If permanent wall absorption treatments won't work for your situation, don't despair. Consider isolating your microphone with acoustical foam to eliminate external noise bleed and filter those undesirable external overtones. You'll be amazed at the difference this small but effective treatment suggestion will make.

In addition to treating your mic, consider a mobile absorption solution. These portable solutions provide the flexibility many production engineers need for their ever-changing work environments. There are number of options and styles to fit any application.

Isolating your speakers or near-field monitors from their environment is one of the least expensive and most dramatic actions you can take to improve your sound. Everything in your production environment that vibrates contributes artifacts to your sound. And once your speakers cause whatever they're resting on, or near, to vibrate, everything else that's in physical contact with your speakers also starts to vibrate. Eliminating or reducing those vibrations will automatically improve the accuracy of what you're hearing! There are a number of great products out there to assist you.

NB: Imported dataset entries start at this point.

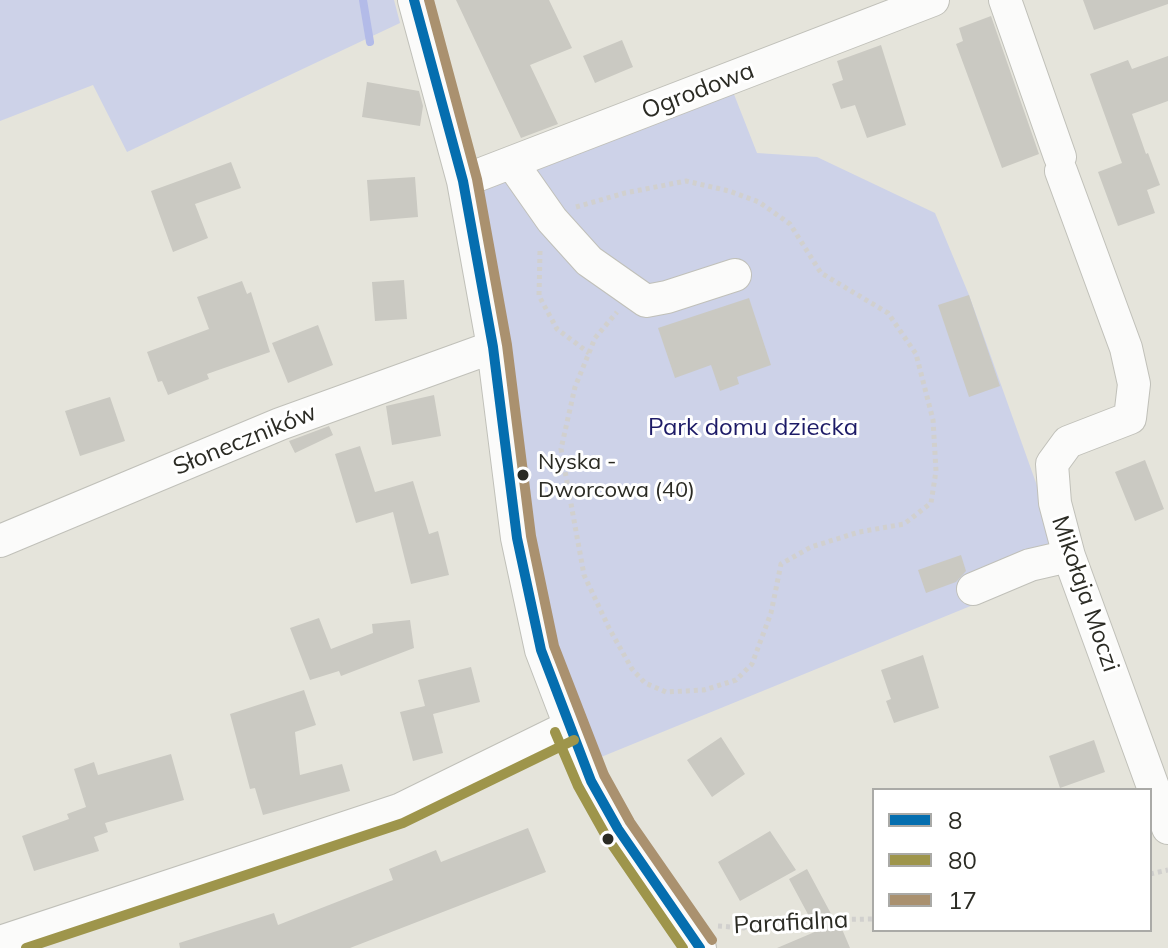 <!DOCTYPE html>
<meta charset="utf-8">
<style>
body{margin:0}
#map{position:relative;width:1168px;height:948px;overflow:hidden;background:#e5e4db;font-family:Mulish,sans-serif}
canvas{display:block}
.legend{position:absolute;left:872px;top:788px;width:280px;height:144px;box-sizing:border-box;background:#fff;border:2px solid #aaaaa7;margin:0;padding:10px 14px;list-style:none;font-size:24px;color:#2b2b24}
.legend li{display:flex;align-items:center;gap:16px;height:40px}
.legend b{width:40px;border:2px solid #aaaaa7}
</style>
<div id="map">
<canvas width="1168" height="948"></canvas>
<ul class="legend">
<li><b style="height:10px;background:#056eaf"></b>8</li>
<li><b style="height:10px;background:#9e954b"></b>80</li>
<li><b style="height:10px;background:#aa916f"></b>17</li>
</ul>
</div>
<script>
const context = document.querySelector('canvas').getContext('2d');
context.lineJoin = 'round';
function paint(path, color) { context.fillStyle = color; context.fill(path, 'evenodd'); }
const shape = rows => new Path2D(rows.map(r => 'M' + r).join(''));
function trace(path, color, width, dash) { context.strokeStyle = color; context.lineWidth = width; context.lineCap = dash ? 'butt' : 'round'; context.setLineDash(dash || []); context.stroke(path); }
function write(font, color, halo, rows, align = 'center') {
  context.font = font + ' Mulish,sans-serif'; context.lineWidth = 6; context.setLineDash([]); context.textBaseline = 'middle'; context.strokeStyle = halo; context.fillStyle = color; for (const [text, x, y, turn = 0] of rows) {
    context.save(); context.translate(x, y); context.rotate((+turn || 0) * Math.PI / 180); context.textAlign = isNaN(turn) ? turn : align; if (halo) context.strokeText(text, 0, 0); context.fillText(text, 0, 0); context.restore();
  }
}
paint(shape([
 [0,0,394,0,400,23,127,152,93,85,0,121],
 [728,79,757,153,817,157,935,213,969,295,1066,567,584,764,568,727,463,181]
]), '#cdd2e8');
trace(shape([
 [363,0,370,42]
]), '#b3bbe8', 8);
paint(shape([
 [456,0,549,0,572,48,530,65,558,124,521,138],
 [1083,0,1168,0,1168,4,1094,30],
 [991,16,1039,154,1002,168,956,44,963,41,959,28],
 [622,40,633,67,595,83,583,56],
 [881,45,906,125,867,138,855,105,841,109,832,84,843,80,837,61],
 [1168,56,1168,101,1132,114,1146,154,1148,153,1160,185,1147,190,1155,213,1118,226,1098,172,1122,163,1090,74,1128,60,1132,69],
 [367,82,419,91,423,106,420,126,362,117],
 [231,162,241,188,195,204,208,238,173,252,151,191],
 [415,177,418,217,370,221,367,180],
 [404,280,407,319,375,321,372,282],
 [242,281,247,294,251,292,270,352,207,374,209,379,168,395,162,381,158,382,147,352,209,329,197,297],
 [969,295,1000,386,969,397,938,305],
 [749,298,771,365,737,377,739,384,720,391,711,365,675,378,658,328],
 [318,325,333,365,288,383,272,343],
 [434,395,441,436,392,445,386,406],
 [110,397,125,441,80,456,65,411],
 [329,426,333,435,295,453,289,441],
 [360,446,375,492,413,481,429,534,438,531,449,575,411,584,393,512,356,523,335,454],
 [1145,460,1164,509,1135,521,1115,472],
 [961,555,966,571,956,582,926,593,918,570],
 [319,618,331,649,373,633,372,624,410,620,414,648,341,676,339,671,310,680,290,628],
 [923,655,939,708,894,723,886,701,891,699,881,670],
 [471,667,480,702,433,714,443,753,413,761,400,712,425,706,418,680],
 [304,690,316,725,295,732,300,775,342,764,350,791,263,815,255,788,250,789,230,714],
 [721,737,745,774,712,797,687,760],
 [1094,740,1105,772,1060,788,1049,756],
 [171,754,184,800,105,823,108,832,94,837,99,851,34,871,22,836,69,819,67,814,86,807,74,769,94,762,98,775],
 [528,828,546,872,350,948,180,948,179,943,274,913,278,925,393,880,389,869,436,850,441,862],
 [770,831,796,870,740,901,718,862],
 [807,869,836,923,839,922,850,948,777,948,817,931,789,879]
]), '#cac9c2');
const minor = shape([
 [414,0,463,181,493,347,517,538,541,650,591,781,618,829,700,948],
 [1005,0,1060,157],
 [512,163,552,220,589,261,646,301,667,297,735,275],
 [1061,171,1126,348,1134,384,1130,418,1068,442,1052,464,1055,503,1069,556,1168,828],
 [463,181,933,0],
 [0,541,280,424,493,347],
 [973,589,1030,565,1069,556],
 [0,942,399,810,568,727]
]);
trace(minor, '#c0c0b9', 34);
trace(shape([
 [576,207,625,193,686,181,729,191,759,202,790,224,821,273,888,313,916,354,933,420,936,471,931,503,904,524,859,532,811,547,781,564,771,613,752,664,736,680,704,690,666,692,645,683,632,669,609,628,584,575,561,449,575,387,595,338,617,312],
 [540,251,539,296,557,329,589,353],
 [1150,874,1168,870],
 [718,926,744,928,755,921,874,919]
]), '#d1d0ce', 5, [4, 4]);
trace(minor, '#fbfbfa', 32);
trace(shape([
 [414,0,463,181,493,347,517,538,541,650,591,781,618,829,700,948]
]), '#056eaf', 10);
trace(shape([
 [555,732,578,786,606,836,683,948],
 [26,948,403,823,574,740]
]), '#9e954b', 10);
trace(shape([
 [429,0,477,179,507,345,531,536,554,646,604,775,630,822,712,940]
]), '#aa916f', 10);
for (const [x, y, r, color] of [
 [523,475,7,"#2b2b24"],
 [608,839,7,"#2b2b24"]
]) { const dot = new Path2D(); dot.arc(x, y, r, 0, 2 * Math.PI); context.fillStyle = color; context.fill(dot); trace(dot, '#fff', 3); }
write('22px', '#2b2b24', '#fff', [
 ["Nyska -",538,462],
 ["Dworcowa (40)",538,490]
], 'left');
write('24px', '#2b2b24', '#fff', [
 ["Ogrodowa",698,91,-21],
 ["Słoneczników",245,440,-22],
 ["Mikołaja Moczi",1085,594,71],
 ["Parafialna",791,923,-3]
]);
write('24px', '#1d1b67', '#fff', [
 ["Park domu dziecka",753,428]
]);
</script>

Finally, low frequencies are typically the biggest problem to solve in a small production environment and are not to be ignored. Left untreated, low frequency build up can color an audio signal leaving it

"muddy." It is best to work incrementally and treat the room corners from the ceiling and work down. Treating room corners with Auralex LENRDs, TruTraps or CT45's, for example, will minimize bass build-up.

These simple, yet very effective suggestions will get you well on your way to better production output no matter where you do your work. If you run into an issue you just can't seem to solve, ask a professional. They'll be happy to assist.